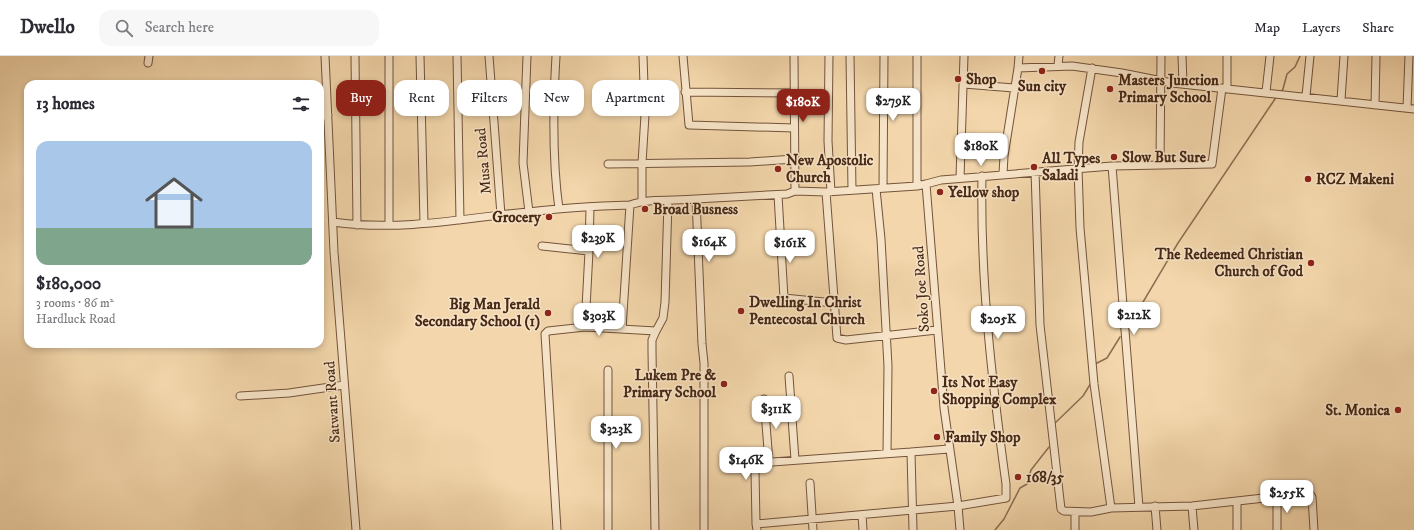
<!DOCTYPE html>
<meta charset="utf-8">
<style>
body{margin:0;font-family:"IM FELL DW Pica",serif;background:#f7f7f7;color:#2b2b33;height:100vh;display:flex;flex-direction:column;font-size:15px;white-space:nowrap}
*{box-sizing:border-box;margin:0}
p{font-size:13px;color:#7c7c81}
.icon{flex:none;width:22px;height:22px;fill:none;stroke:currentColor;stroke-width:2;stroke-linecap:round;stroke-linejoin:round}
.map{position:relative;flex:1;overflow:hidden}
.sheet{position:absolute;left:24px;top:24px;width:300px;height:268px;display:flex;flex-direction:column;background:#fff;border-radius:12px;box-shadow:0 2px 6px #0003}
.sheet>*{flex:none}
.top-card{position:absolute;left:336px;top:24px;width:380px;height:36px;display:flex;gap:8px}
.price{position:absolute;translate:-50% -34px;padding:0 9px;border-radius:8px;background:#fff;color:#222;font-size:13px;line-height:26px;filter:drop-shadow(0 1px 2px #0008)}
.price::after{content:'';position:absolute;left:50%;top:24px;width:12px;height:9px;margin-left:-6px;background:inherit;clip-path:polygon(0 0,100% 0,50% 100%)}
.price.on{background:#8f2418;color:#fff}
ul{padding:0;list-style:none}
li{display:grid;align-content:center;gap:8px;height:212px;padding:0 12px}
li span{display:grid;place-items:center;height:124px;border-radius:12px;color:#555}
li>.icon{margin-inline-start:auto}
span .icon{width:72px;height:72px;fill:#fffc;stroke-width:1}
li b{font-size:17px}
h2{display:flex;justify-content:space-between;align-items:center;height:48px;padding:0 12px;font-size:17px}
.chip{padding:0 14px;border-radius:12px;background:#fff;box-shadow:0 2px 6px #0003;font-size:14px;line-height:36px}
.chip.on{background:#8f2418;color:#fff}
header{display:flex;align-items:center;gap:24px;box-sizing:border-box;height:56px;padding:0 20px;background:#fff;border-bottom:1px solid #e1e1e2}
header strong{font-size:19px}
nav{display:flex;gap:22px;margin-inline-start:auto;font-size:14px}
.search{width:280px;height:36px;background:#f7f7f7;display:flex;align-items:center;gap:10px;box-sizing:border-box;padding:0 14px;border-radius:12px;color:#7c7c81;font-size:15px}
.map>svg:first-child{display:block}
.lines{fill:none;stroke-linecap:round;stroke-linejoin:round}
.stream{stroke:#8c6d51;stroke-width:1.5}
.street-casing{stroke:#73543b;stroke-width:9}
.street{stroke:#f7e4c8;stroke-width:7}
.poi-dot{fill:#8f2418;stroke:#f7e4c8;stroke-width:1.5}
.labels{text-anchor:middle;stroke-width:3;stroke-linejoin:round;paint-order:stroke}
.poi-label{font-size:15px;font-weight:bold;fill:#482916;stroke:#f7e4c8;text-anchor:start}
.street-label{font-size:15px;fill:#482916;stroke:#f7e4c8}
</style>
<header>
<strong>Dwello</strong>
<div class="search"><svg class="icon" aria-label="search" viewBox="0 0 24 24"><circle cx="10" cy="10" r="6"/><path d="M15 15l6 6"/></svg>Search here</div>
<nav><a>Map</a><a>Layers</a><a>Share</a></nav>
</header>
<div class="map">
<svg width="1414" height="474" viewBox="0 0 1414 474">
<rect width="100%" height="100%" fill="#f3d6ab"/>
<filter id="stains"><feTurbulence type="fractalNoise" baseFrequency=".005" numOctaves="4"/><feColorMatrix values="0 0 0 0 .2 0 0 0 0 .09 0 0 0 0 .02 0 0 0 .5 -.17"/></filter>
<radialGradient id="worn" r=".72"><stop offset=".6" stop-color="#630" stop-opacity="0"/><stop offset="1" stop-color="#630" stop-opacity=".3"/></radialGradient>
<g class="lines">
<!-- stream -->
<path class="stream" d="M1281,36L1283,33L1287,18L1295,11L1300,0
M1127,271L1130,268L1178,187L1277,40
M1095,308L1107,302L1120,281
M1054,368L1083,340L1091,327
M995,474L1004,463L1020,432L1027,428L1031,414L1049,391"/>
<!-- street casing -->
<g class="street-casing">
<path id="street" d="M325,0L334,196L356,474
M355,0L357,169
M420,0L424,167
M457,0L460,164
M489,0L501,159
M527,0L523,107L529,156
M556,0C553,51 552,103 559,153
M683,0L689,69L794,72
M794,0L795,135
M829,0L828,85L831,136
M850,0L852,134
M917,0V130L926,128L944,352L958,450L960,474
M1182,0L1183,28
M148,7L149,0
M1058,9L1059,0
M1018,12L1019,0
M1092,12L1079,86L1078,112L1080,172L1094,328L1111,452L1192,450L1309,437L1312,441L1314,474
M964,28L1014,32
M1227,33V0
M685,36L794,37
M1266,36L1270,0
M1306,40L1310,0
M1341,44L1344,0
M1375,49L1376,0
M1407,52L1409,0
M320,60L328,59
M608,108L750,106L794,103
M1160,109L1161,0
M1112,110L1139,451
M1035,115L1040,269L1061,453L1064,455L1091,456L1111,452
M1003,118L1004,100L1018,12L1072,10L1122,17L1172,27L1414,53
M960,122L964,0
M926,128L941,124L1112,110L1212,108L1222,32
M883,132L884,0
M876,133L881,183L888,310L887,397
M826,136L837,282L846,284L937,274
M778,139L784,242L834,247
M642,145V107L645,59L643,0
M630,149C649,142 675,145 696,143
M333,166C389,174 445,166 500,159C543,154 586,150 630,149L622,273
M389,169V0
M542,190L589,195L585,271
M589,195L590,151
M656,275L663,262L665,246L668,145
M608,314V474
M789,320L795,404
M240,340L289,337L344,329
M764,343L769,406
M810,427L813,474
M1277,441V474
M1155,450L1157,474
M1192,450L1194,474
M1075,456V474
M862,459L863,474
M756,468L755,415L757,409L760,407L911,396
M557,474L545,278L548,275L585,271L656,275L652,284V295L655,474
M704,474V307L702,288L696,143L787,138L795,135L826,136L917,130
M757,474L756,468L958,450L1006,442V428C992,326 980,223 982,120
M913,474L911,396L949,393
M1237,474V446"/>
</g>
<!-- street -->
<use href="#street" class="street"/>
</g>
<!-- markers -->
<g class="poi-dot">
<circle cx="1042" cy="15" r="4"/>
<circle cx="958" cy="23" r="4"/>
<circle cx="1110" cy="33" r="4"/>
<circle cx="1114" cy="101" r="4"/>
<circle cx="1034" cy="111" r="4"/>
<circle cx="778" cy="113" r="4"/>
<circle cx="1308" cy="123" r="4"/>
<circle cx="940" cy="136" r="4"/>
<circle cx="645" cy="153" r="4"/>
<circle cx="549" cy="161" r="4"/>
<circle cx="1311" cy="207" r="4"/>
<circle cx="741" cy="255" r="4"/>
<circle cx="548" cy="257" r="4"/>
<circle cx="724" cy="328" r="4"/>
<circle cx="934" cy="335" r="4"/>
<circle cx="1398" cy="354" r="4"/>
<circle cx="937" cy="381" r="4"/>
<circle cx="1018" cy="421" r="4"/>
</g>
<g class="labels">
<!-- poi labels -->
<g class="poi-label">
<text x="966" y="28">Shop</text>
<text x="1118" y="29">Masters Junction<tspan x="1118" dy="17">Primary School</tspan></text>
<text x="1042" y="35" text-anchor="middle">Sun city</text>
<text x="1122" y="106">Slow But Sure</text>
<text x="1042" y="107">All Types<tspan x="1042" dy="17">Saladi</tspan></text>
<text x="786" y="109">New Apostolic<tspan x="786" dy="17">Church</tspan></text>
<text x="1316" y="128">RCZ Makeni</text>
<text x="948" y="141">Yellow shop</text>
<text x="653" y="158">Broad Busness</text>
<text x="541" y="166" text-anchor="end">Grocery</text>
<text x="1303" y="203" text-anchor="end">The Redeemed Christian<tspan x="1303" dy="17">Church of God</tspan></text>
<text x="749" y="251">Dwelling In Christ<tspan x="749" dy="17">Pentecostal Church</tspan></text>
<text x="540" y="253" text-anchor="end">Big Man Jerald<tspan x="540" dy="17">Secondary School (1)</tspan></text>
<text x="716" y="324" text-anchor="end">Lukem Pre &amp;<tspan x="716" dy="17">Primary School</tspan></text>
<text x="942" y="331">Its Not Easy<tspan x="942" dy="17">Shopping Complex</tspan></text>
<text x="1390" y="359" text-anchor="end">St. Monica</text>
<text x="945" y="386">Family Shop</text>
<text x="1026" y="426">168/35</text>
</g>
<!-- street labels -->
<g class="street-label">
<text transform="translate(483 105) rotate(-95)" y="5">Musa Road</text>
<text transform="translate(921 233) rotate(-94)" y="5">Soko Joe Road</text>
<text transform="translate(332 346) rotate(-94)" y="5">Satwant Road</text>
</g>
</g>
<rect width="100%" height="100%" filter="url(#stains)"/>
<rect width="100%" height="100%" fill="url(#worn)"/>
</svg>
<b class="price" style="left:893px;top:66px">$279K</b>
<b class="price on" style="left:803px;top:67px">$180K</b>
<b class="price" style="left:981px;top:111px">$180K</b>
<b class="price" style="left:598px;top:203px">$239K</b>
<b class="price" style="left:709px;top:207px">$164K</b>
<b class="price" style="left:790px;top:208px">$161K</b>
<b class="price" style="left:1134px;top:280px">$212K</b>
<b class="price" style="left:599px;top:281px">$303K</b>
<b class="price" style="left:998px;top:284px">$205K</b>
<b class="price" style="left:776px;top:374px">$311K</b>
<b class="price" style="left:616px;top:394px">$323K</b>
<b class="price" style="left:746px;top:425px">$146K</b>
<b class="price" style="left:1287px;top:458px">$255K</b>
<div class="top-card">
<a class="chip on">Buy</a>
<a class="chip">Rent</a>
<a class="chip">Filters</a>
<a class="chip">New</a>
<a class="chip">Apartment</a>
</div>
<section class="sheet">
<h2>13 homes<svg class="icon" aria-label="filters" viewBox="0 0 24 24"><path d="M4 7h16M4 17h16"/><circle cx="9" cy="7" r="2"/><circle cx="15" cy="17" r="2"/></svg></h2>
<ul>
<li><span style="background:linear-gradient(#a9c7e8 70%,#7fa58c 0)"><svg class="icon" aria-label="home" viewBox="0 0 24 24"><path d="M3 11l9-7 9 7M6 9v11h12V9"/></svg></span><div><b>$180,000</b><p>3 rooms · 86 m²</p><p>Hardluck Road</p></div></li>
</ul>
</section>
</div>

- - - -

Exercise prompt:
Your answer should consist of the lines of the listing that contain "linecap", copied as they stand.

Task result:
.icon{flex:none;width:22px;height:22px;fill:none;stroke:currentColor;stroke-width:2;stroke-linecap:round;stroke-linejoin:round}
.lines{fill:none;stroke-linecap:round;stroke-linejoin:round}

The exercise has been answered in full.